• _Collected data entries_

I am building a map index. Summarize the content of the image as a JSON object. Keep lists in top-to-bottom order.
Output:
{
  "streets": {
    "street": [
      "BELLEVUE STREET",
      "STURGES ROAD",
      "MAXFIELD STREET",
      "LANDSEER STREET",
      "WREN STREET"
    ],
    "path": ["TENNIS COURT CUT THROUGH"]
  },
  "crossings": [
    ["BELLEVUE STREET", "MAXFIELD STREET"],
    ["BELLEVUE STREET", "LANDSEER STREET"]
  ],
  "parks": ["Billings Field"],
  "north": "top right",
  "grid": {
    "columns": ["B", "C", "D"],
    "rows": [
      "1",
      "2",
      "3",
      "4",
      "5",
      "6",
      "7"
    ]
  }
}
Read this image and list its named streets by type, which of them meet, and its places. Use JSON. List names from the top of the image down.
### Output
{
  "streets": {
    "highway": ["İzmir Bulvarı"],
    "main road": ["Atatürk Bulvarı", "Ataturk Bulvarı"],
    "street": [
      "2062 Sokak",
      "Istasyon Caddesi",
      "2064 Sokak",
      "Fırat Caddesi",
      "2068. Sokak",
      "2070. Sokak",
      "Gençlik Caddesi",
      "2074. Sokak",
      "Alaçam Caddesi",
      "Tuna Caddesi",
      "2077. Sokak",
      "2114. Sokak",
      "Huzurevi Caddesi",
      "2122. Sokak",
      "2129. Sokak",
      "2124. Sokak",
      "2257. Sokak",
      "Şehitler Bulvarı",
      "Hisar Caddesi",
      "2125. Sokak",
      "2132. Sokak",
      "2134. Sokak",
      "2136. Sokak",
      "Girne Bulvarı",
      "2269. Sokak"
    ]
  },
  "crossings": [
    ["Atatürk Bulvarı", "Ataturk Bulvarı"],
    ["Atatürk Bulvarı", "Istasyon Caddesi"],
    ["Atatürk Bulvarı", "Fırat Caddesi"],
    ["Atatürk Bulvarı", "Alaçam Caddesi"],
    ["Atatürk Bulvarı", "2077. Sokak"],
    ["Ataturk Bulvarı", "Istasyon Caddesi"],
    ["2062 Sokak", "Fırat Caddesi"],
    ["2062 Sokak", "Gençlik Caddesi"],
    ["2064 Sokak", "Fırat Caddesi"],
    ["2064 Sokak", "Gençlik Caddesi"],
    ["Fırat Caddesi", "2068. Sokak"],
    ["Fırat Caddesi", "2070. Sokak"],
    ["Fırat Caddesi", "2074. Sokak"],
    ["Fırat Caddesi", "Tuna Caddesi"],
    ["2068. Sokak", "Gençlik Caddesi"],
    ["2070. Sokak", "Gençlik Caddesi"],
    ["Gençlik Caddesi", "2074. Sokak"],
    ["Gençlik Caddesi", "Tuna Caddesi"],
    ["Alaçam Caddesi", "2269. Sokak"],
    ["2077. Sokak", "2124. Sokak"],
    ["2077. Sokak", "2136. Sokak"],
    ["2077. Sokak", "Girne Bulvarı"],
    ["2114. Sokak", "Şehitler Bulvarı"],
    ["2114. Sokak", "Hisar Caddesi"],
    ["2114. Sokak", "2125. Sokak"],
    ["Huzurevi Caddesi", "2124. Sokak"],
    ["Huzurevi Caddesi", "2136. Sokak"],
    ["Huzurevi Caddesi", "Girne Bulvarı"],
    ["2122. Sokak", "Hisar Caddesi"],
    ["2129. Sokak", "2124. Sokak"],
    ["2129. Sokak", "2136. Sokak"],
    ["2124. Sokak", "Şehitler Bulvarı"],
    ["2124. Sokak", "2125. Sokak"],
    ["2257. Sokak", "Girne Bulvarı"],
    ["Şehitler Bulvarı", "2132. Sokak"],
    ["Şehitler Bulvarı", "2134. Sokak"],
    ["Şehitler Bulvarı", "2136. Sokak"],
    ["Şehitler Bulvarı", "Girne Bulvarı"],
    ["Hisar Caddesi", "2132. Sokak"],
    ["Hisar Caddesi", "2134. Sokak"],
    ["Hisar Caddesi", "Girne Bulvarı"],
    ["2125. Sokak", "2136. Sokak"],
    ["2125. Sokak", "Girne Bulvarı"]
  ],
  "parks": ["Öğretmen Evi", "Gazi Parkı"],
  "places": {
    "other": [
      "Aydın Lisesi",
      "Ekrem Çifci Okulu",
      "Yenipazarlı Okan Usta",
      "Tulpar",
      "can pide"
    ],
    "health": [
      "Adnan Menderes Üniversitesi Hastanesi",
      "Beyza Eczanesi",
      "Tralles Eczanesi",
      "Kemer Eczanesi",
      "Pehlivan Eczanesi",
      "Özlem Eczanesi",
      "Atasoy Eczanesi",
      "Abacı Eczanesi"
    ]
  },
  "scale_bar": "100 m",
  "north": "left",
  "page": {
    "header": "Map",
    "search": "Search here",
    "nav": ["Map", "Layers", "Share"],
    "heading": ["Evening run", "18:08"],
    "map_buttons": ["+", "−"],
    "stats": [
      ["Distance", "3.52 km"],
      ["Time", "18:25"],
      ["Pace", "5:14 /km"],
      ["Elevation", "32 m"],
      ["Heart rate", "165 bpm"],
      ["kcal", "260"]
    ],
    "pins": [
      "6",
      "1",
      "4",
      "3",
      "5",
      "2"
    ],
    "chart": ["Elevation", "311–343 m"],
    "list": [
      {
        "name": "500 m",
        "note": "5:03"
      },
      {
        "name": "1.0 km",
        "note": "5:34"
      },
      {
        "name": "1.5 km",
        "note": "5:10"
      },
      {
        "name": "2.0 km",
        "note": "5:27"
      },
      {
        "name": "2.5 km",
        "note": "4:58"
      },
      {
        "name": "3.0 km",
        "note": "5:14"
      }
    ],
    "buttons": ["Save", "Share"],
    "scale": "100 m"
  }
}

• _What you need to do_
Reproduce only this range: the first line of the data above through the line with "Read this image", both included, exactly as written.

• _Exercise solution_
I am building a map index. Summarize the content of the image as a JSON object. Keep lists in top-to-bottom order.
Output:
{
  "streets": {
    "street": [
      "BELLEVUE STREET",
      "STURGES ROAD",
      "MAXFIELD STREET",
      "LANDSEER STREET",
      "WREN STREET"
    ],
    "path": ["TENNIS COURT CUT THROUGH"]
  },
  "crossings": [
    ["BELLEVUE STREET", "MAXFIELD STREET"],
    ["BELLEVUE STREET", "LANDSEER STREET"]
  ],
  "parks": ["Billings Field"],
  "north": "top right",
  "grid": {
    "columns": ["B", "C", "D"],
    "rows": [
      "1",
      "2",
      "3",
      "4",
      "5",
      "6",
      "7"
    ]
  }
}
Read this image and list its named streets by type, which of them meet, and its places. Use JSON. List names from the top of the image down.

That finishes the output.